> **How to complete this task**
In the entries below, filter for the word "EDGEBROOK" and copy every matching line.

> **Source data**

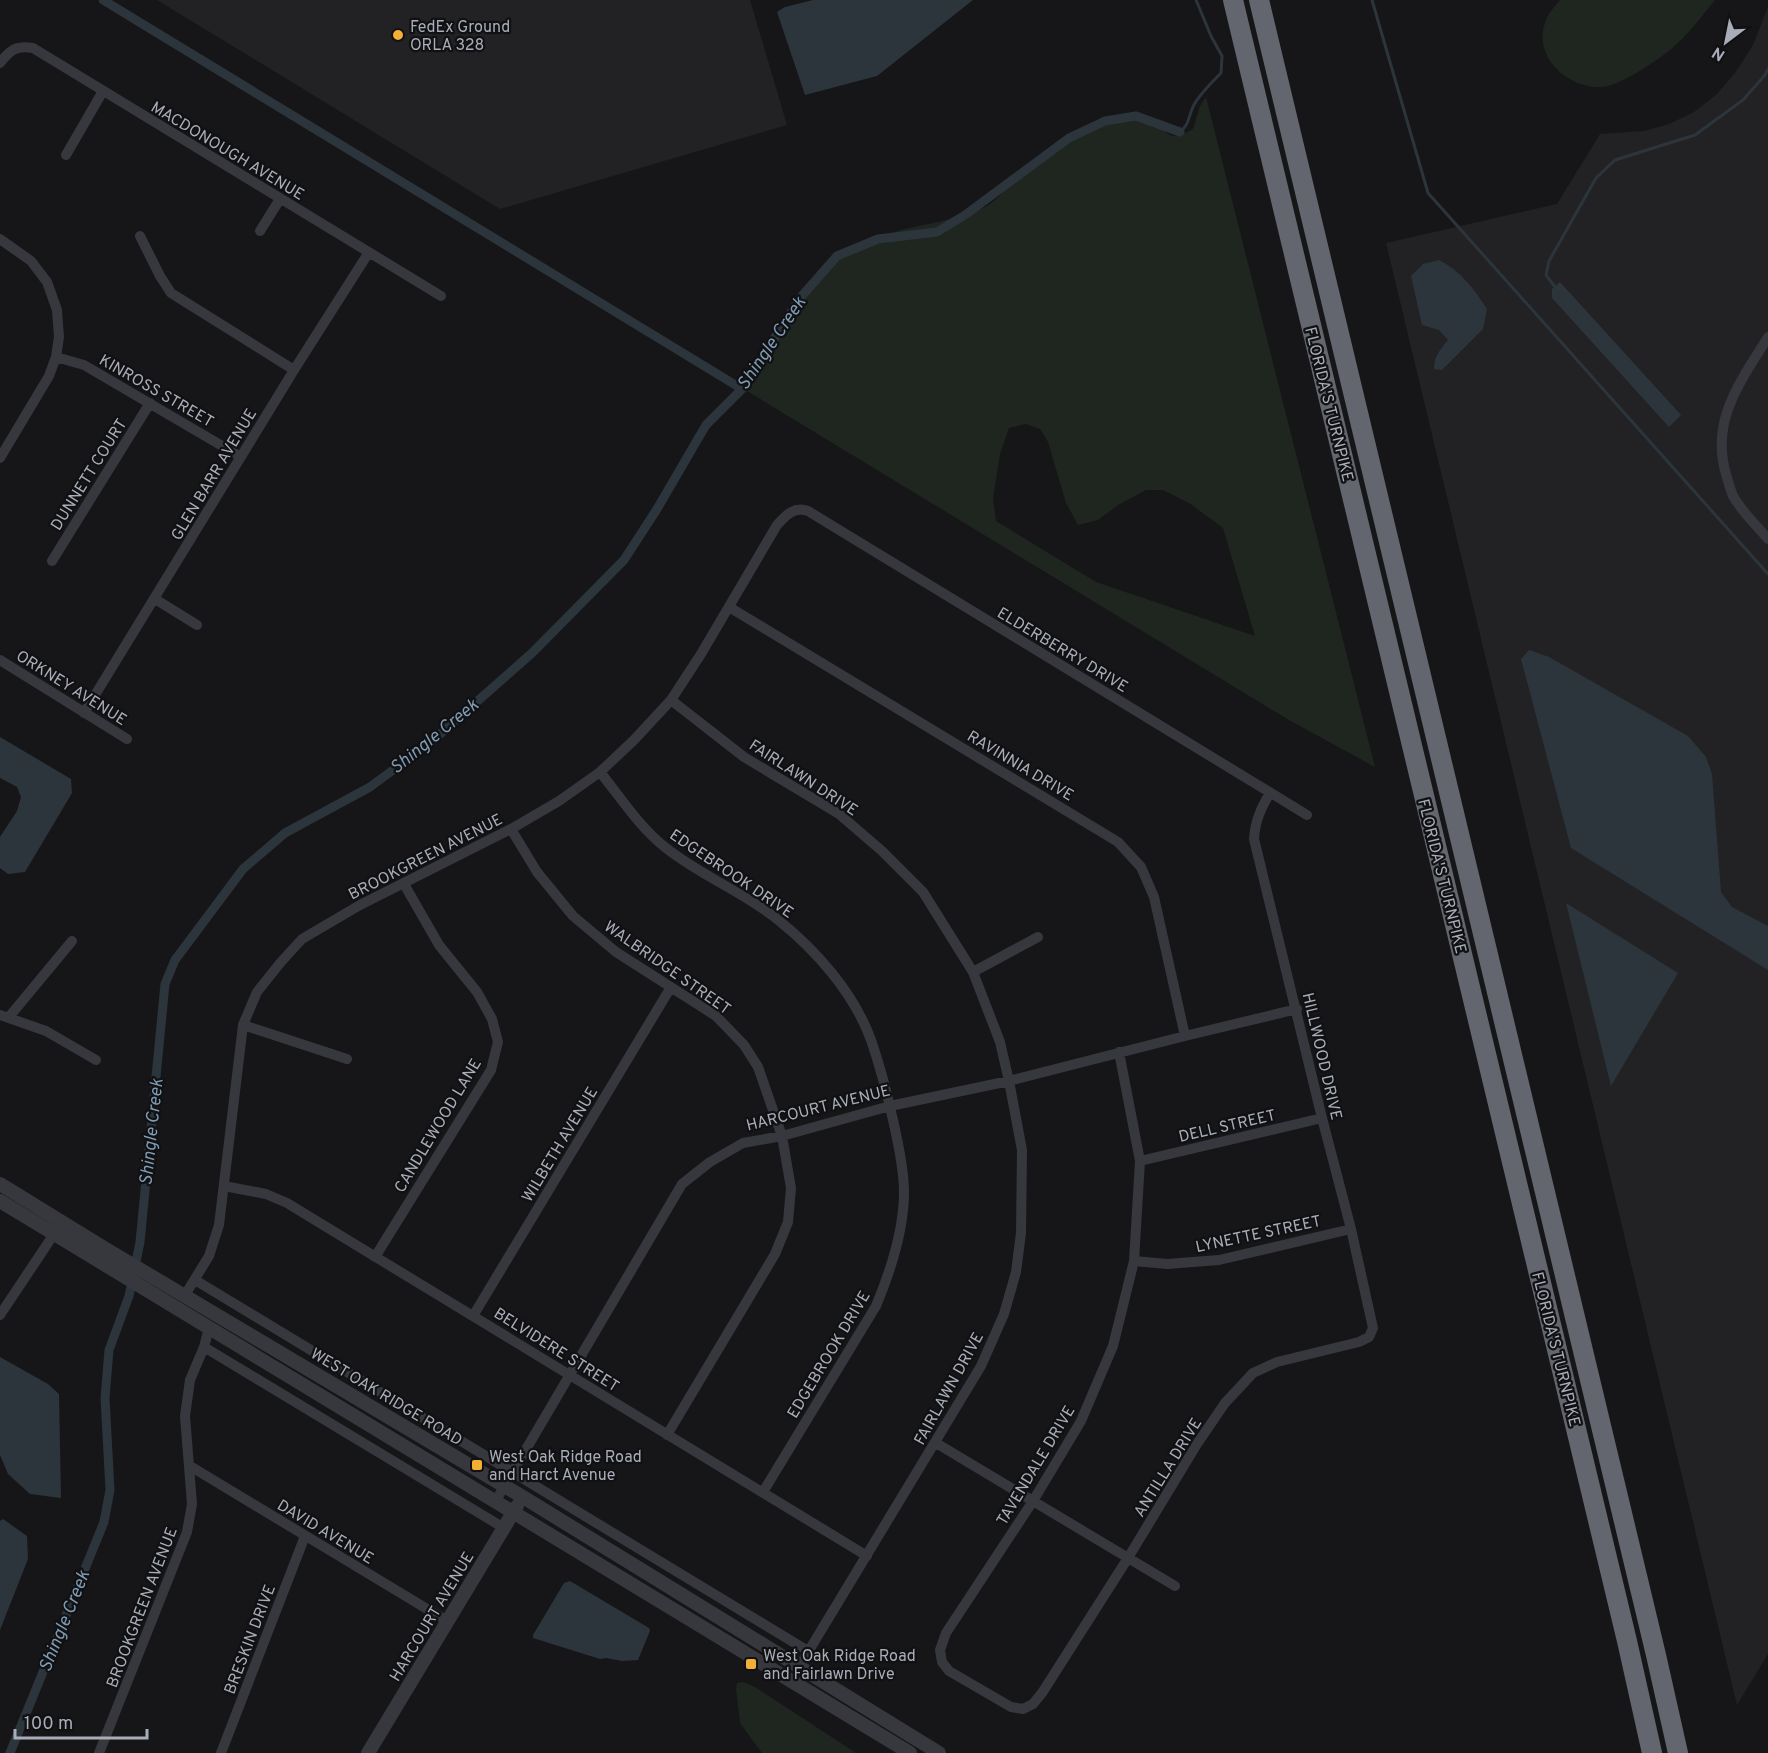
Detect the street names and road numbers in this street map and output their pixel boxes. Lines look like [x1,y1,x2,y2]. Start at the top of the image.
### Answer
street label: MACDONOUGH AVENUE [147,98,307,206]
street label: FLORIDA'S TURNPIKE [1299,325,1357,484]
street label: KINROSS STREET [95,351,217,433]
street label: GLEN BARR AVENUE [167,405,262,545]
street label: DUNNETT COURT [47,415,132,535]
street label: ELDERBERRY DRIVE [993,604,1131,698]
street label: ORKNEY AVENUE [12,647,130,731]
street label: RAVINNIA DRIVE [963,727,1077,806]
street label: FAIRLAWN DRIVE [745,736,861,821]
street label: FLORIDA'S TURNPIKE [1412,797,1470,956]
street label: BROOKGREEN AVENUE [346,810,506,905]
street label: EDGEBROOK DRIVE [665,826,797,924]
street label: WALBRIDGE STREET [599,917,734,1020]
street label: HILLWOOD DRIVE [1297,991,1345,1122]
street label: CANDLEWOOD LANE [391,1055,487,1197]
street label: HARCOURT AVENUE [744,1081,893,1137]
street label: WILBETH AVENUE [518,1084,603,1206]
street label: DELL STREET [1177,1106,1278,1148]
street label: LYNETTE STREET [1194,1212,1323,1258]
street label: FLORIDA'S TURNPIKE [1526,1270,1584,1429]
street label: EDGEBROOK DRIVE [784,1288,876,1422]
street label: BELVIDERE STREET [490,1304,622,1397]
street label: FAIRLAWN DRIVE [910,1329,989,1449]
street label: WEST OAK RIDGE ROAD [306,1344,466,1451]
street label: TAVENDALE DRIVE [993,1402,1080,1530]
street label: ANTILLA DRIVE [1130,1415,1207,1521]
street label: DAVID AVENUE [273,1496,377,1569]
street label: BROOKGREEN AVENUE [103,1525,183,1691]
street label: HARCOURT AVENUE [386,1549,479,1686]
street label: BRESKIN DRIVE [221,1582,281,1697]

> **Completed exercise**
street label: EDGEBROOK DRIVE [665,826,797,924]
street label: EDGEBROOK DRIVE [784,1288,876,1422]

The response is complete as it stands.